_DESCRIPTION OF THE TASK_
Below are the records. Gather each line that holds "secondary".

Collected data entries:
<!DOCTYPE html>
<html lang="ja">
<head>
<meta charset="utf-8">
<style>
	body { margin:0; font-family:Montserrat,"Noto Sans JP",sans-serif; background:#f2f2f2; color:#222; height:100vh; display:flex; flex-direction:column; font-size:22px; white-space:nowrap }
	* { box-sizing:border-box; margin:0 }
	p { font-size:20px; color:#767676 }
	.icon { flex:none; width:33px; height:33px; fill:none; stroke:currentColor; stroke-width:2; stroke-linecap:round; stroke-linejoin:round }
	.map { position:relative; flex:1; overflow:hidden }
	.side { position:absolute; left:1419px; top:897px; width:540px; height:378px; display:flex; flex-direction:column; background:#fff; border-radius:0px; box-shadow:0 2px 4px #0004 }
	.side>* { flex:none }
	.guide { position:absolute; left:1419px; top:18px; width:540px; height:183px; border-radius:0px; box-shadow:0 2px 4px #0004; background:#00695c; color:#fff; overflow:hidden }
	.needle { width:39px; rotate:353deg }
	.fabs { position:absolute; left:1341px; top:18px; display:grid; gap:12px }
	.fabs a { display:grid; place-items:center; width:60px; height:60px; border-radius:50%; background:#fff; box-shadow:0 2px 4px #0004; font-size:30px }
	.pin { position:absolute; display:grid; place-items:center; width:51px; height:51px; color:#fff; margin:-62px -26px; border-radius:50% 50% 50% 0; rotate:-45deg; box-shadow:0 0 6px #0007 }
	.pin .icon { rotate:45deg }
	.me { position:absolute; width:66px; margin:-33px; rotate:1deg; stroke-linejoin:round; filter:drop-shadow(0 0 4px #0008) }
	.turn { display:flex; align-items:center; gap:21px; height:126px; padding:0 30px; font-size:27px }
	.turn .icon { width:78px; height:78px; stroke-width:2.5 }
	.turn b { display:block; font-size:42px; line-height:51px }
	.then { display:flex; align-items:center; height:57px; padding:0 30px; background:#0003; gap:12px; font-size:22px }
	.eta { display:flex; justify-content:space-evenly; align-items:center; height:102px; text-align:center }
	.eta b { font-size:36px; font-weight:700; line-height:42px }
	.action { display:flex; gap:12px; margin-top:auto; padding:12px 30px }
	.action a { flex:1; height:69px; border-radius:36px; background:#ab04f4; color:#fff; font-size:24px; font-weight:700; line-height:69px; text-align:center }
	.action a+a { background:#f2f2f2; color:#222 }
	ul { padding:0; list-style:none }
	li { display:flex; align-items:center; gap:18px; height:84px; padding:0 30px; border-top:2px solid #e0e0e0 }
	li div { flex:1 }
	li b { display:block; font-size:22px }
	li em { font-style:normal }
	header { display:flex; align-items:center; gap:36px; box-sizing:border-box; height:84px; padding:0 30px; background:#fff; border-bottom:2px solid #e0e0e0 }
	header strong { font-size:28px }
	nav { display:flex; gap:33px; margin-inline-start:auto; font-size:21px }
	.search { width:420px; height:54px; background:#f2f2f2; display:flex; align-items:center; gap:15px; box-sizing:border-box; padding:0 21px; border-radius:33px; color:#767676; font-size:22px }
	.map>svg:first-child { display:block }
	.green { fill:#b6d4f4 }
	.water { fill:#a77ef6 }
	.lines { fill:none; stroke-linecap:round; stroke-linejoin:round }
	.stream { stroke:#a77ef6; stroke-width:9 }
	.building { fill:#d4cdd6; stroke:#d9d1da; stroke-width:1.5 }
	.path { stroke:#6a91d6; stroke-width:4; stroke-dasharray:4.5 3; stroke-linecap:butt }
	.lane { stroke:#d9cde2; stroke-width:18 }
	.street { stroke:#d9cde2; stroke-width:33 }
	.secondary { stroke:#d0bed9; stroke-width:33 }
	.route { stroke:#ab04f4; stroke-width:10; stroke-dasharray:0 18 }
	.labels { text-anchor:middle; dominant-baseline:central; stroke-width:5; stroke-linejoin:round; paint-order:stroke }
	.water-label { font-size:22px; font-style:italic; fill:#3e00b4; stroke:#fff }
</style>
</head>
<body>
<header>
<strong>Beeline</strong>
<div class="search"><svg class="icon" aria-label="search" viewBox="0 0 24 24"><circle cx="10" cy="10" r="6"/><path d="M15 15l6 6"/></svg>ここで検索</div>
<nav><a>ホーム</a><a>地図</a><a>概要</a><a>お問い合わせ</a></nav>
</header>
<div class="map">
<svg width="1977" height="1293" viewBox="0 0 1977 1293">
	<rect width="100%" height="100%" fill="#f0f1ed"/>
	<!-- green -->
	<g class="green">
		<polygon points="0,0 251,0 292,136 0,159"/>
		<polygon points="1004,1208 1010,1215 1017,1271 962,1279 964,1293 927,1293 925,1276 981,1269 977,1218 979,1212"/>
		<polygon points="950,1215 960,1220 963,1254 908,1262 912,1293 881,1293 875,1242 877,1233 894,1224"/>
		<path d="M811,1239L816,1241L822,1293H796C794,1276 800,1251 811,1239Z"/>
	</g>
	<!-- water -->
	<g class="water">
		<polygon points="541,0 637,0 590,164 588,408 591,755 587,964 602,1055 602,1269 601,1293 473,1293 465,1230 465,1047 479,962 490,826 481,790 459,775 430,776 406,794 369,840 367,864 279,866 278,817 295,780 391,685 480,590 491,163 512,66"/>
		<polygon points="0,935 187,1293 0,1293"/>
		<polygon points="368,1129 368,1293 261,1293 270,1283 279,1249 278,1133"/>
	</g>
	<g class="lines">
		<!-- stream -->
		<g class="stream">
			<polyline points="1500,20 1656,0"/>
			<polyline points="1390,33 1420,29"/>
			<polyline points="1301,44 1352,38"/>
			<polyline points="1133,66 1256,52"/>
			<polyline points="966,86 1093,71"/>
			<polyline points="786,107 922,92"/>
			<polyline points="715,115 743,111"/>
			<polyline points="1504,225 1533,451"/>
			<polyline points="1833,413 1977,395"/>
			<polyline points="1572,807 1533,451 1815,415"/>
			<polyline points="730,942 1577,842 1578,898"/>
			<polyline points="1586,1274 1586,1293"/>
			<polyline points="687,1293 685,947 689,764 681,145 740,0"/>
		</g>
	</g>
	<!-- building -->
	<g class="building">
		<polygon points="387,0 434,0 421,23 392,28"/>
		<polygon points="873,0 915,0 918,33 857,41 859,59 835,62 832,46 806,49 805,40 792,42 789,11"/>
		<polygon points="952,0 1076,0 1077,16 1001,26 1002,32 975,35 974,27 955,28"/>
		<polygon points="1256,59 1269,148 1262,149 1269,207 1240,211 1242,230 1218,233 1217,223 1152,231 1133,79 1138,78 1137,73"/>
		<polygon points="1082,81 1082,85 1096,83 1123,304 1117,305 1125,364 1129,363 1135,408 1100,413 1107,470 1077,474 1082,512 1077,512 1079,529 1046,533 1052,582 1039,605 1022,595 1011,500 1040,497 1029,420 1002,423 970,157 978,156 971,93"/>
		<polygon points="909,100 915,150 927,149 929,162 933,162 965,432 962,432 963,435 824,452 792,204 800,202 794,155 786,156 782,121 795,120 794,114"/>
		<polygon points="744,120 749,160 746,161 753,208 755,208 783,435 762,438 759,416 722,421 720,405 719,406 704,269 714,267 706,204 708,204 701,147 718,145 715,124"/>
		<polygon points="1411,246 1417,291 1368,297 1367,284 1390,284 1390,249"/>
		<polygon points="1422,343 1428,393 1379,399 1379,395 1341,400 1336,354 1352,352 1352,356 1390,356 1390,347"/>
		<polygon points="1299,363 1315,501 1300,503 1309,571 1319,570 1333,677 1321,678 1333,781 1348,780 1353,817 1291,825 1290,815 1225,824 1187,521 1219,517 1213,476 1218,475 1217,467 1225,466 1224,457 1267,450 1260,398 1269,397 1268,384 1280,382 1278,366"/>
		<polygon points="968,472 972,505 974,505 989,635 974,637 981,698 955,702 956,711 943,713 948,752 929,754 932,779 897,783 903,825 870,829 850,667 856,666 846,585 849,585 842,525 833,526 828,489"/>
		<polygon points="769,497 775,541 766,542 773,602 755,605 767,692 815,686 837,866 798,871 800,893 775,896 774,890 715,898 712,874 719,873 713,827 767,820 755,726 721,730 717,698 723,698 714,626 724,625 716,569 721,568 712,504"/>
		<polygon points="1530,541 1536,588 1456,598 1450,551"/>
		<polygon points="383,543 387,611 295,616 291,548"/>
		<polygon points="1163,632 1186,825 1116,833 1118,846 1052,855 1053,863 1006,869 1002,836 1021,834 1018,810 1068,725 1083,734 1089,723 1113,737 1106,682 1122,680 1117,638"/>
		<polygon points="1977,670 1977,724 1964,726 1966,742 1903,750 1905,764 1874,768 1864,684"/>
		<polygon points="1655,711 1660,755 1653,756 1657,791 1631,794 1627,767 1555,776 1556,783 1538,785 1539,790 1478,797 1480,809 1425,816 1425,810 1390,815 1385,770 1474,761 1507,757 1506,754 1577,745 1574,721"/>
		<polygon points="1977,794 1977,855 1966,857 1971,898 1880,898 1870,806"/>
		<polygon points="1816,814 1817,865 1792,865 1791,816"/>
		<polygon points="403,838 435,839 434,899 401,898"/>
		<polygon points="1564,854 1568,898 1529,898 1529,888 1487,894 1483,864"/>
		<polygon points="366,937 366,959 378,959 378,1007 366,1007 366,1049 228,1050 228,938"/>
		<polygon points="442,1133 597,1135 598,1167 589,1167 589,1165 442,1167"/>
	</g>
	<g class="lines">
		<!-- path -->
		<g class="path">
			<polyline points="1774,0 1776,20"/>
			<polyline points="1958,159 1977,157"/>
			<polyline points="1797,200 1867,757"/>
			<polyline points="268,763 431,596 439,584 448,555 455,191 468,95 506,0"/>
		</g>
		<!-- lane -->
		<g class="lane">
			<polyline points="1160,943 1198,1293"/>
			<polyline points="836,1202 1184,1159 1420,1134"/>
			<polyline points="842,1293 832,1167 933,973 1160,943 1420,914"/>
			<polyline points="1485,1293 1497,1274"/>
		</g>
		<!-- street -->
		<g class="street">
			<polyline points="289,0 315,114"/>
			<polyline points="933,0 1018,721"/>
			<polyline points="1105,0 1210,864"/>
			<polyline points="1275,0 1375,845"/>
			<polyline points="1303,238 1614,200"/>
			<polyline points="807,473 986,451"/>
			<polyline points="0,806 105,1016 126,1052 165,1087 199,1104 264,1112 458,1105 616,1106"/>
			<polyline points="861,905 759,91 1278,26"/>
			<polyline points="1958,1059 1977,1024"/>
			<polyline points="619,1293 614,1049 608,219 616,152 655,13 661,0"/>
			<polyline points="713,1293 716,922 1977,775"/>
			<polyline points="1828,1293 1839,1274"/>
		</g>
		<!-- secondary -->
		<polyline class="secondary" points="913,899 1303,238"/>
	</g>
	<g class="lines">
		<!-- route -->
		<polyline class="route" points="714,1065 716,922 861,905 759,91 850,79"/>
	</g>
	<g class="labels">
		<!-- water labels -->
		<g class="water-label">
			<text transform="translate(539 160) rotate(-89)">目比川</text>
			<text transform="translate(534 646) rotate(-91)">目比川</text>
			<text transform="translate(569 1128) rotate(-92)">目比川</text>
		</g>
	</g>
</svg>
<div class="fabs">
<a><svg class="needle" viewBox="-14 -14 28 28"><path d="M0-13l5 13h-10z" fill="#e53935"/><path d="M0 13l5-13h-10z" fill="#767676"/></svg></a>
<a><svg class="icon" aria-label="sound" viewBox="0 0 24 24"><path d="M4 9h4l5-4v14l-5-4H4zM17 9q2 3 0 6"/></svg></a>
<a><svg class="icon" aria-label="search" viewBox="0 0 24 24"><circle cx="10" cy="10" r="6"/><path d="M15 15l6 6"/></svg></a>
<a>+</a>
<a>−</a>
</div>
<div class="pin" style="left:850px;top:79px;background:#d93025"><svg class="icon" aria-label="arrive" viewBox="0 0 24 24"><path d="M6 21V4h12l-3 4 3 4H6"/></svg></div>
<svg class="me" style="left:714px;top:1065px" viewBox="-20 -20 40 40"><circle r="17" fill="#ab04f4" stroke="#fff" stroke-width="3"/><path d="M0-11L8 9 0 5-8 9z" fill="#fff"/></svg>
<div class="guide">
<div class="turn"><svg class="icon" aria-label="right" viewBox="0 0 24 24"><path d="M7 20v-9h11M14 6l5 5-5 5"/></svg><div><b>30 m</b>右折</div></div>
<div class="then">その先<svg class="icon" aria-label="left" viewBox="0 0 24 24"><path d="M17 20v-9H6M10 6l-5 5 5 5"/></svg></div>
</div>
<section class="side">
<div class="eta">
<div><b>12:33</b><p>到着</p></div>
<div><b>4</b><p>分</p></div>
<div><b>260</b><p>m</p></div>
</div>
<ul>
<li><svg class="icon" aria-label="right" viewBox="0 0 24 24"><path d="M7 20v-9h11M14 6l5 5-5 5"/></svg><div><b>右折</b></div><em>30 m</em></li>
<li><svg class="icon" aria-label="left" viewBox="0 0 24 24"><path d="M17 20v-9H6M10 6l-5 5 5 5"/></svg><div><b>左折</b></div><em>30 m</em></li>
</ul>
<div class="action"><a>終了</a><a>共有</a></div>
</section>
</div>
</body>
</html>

_RESPONSE_
	.secondary { stroke:#d0bed9; stroke-width:33 }
		<!-- secondary -->
		<polyline class="secondary" points="913,899 1303,238"/>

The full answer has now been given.